Still, Boothe pressed on. He followed the old smuggler’s instructions up the river until he reached the system of caves, exactly as Brown had described. Boothe grumbled to himself at the old man’s foolishness. He hardly needed a map to find the way: the path was well-worn and the cave was the only thing of interest on the whole damn island. It was only because nobody came up here that the statue had remained undisturbed—if, indeed, it did remain undisturbed. For all Boothe knew, some fisherman could have found it years ago and installed it to hold his toilet rolls. But, he was here now and there were two canoes on the island, both different and placed in different places—which meant there were at least two other people on this island, and there could only be two possible people here. Hancock and Perch. Hancock, his friend. Perch… Well, Boothe would see about Perch.

He pulled out his pistol, made sure it was loaded. Slowly, he entered the cave.

Darkness gripped him. Boothe wished he could turn on a flashlight, but that would be suicide. He had to proceed in the gloom, but as he waited he found his eyes adjust and what had been black became merely grey. There was the sound of water running in the distance: an underground stream. There were other sounds… Footsteps, metal on stone, breathing. Human sounds.

Boothe advanced, wiped his hands so his pistol wouldn’t slip. He rounded a corner, and then another. The sounds of mankind grew inevitably louder. Something glowed on the cave wall: a golden reflection of a gargoyle-like face.

The Incan statue. It was here. It was real! Viracocha, the Creator God… The old bastard Brown hadn’t been lying at all. Boothe felt his heart tighten.

Laughter—a giggle. A strange sound to hear deep underground. A smuggler on the verge of madness. Boothe knew that treasure could turn a man’s heart. Boothe had seen it before. If Hancock was here, if he was a prisoner… Boothe moved quick. He positively leapt around the corner.

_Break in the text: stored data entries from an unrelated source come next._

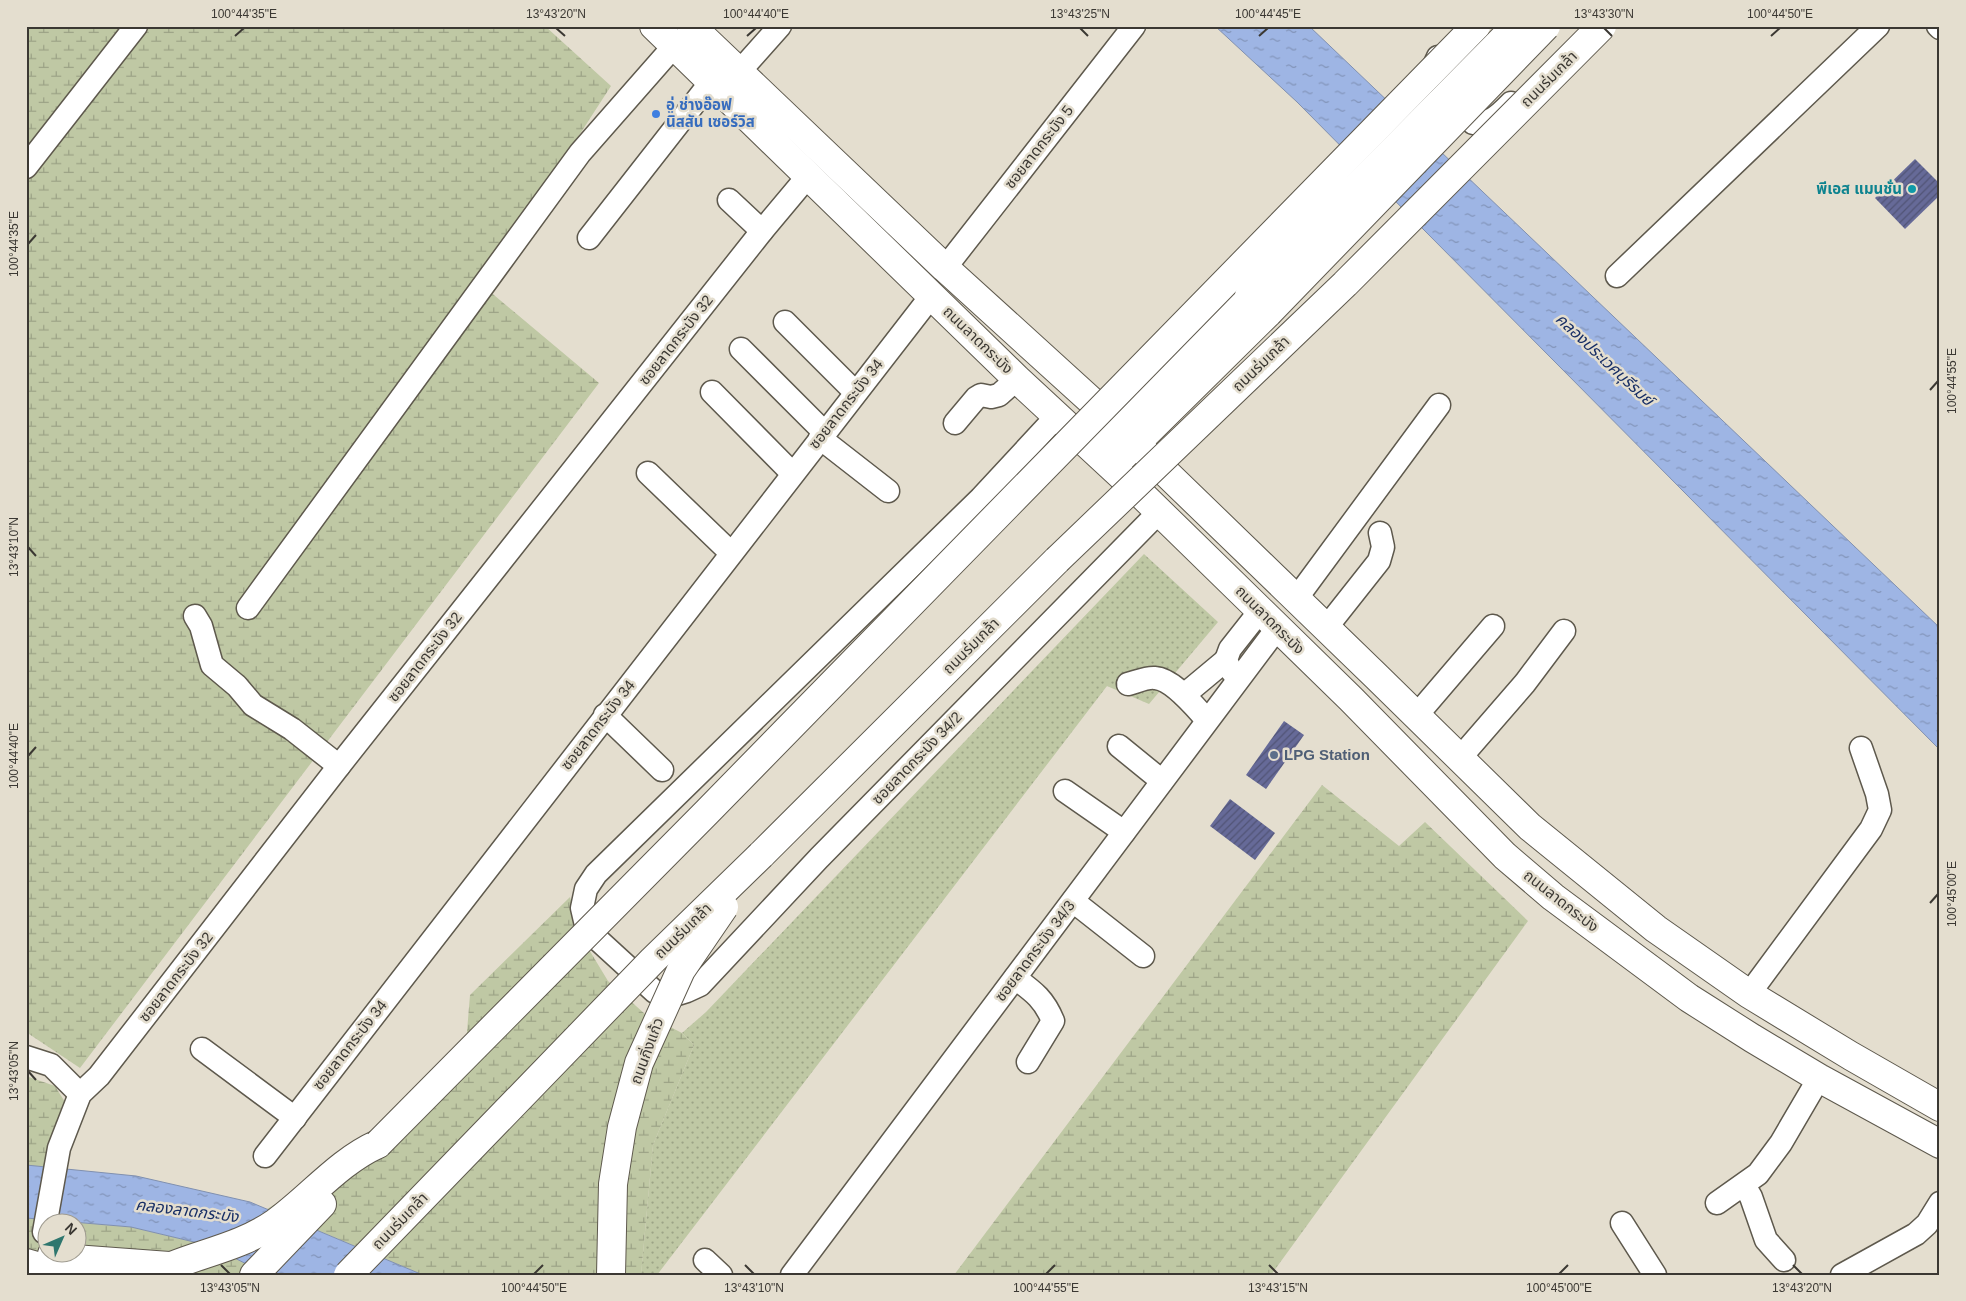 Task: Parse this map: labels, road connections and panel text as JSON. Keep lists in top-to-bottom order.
{
  "streets": {
    "main road": ["ถนนร่มเกล้า", "ถนนลาดกระบัง", "ถนนกิ่งแก้ว"],
    "street": [
      "ซอยลาดกระบัง 5",
      "ซอยลาดกระบัง 32",
      "ซอยลาดกระบัง 34",
      "ซอยลาดกระบัง 34/2",
      "ซอยลาดกระบัง 34/3"
    ]
  },
  "crossings": [
    ["ถนนร่มเกล้า", "ถนนกิ่งแก้ว"],
    ["ซอยลาดกระบัง 5", "ถนนลาดกระบัง"],
    ["ซอยลาดกระบัง 32", "ถนนลาดกระบัง"],
    ["ถนนลาดกระบัง", "ซอยลาดกระบัง 34"],
    ["ถนนลาดกระบัง", "ซอยลาดกระบัง 34/2"],
    ["ถนนลาดกระบัง", "ซอยลาดกระบัง 34/3"]
  ],
  "water": ["คลองประเวศบุรีรมย์", "คลองลาดกระบัง"],
  "places": ["อู่ ช่างอ๊อฟ นิสสัน เซอร์วิส", "พีเอส แมนชั่น", "LPG Station"],
  "north": "top right",
  "coordinates": [
    "100°44'35\"E",
    "13°43'20\"N",
    "100°44'40\"E",
    "13°43'25\"N",
    "100°44'45\"E",
    "13°43'30\"N",
    "100°44'50\"E",
    "100°44'55\"E",
    "13°43'10\"N",
    "100°45'00\"E",
    "13°43'05\"N",
    "13°43'15\"N"
  ]
}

There was an old hurricane lamp resting on a rock. Its light turned everything to shadow—except the statue. The statue was taller than any man; it dominated the cave with its ugly, carved face. It was staring at a wheelbarrow. There was something wrapped in a tarp lying inside. That something struggled.

Lance Hancock.

There was a man standing in the middle of the cave, bathed in black. He had a gun and was looking at the wheel barrow.

Jack Perch.

“I don’t see any reason to let you live,” Perch said, and for a moment Boothe thought the madman was talking to him, but of course he was talking to Hancock. To his credit, Hancock didn’t beg. He stopped struggling and lay still. Waited for the bullet.

“Playing dead won’t save you,” Perch said and he raised his arm to fire.

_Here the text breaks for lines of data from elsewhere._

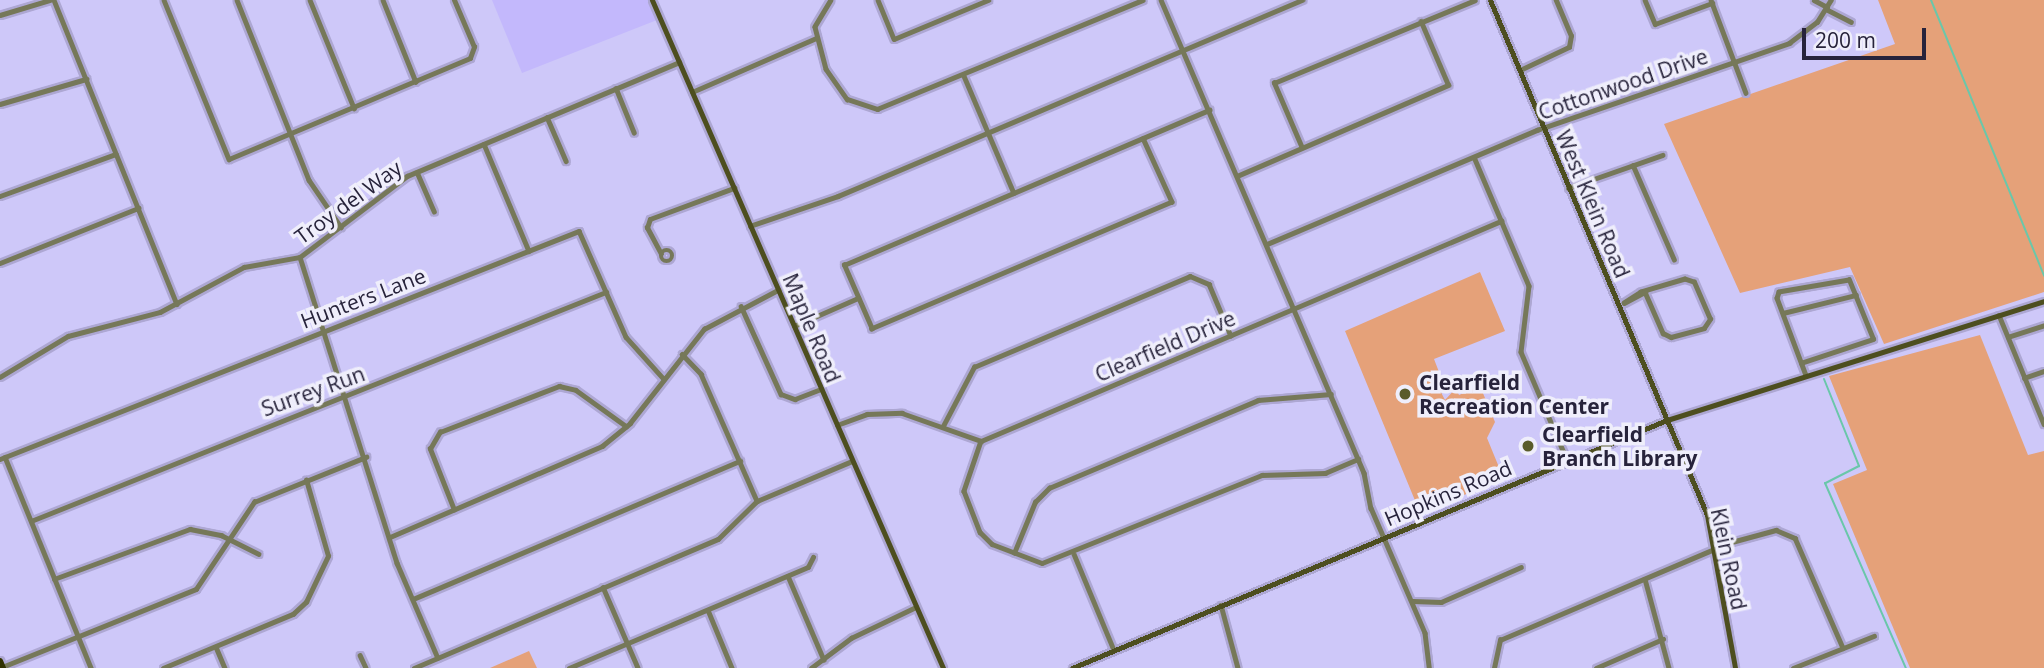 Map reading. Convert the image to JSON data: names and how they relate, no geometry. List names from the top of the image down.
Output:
{
  "streets": {
    "street": [
      "Cottonwood Drive",
      "Troy del Way",
      "West Klein Road",
      "Hunters Lane",
      "Maple Road",
      "Clearfield Drive",
      "Surrey Run",
      "Hopkins Road",
      "Klein Road"
    ]
  },
  "crossings": [
    ["Cottonwood Drive", "West Klein Road"],
    ["Troy del Way", "Maple Road"],
    ["West Klein Road", "Hopkins Road"],
    ["West Klein Road", "Klein Road"],
    ["Hunters Lane", "Surrey Run"],
    ["Hopkins Road", "Klein Road"]
  ],
  "places": ["Clearfield Recreation Center", "Clearfield Branch Library"],
  "scale_bar": "200 m"
}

Boothe didn’t have time to cry a warning or to issue a challenge. One heartbeat was all that separated life from death. No time to reason, only to shoot.

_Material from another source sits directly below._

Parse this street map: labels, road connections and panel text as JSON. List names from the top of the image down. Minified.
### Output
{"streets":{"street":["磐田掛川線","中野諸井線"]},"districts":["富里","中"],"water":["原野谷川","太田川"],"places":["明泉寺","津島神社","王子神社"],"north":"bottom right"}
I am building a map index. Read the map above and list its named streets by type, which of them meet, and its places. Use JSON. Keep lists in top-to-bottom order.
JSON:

The gunshot was deafeningly loud in the cave.

Silence, then: “I’m still alive? Did you miss, Perch?”

“I didn’t,” Boothe said sadly.

“John!” The happiness in Hancock’s voice was unmistakable. “He’s dead?”

“He’s dead.”

“Then hurry up and get me out of here!”


Steak!

“Steak.”

“You don’t know how long it’s been since I’ve had steak,” Brown said. “I’ve never been able to afford it since prison. Never did have that much cash.” He stared a the slab of meat in front of him. It was perfectly charred and dripped juice red and brown. His eyes were as wide as saucers.

“I thought it was the least I could do, considering what you have done for the history of mankind,” Boothe said. In the third seat, Hancock smiled at his old friend.

“So the statue will be placed in a museum?”

“More than one,” Hancock said. “It has become the centre-piece of a global exhibition. Millions will get to see it before it comes home and finds it rightful place. Because of you, the Incan legacy will live on—and its history will survive.”

Brown laughed bitterly. “I only wanted fame and fortune.”

“But you’ve found something better,” Boothe said. “You’ve found redemption.”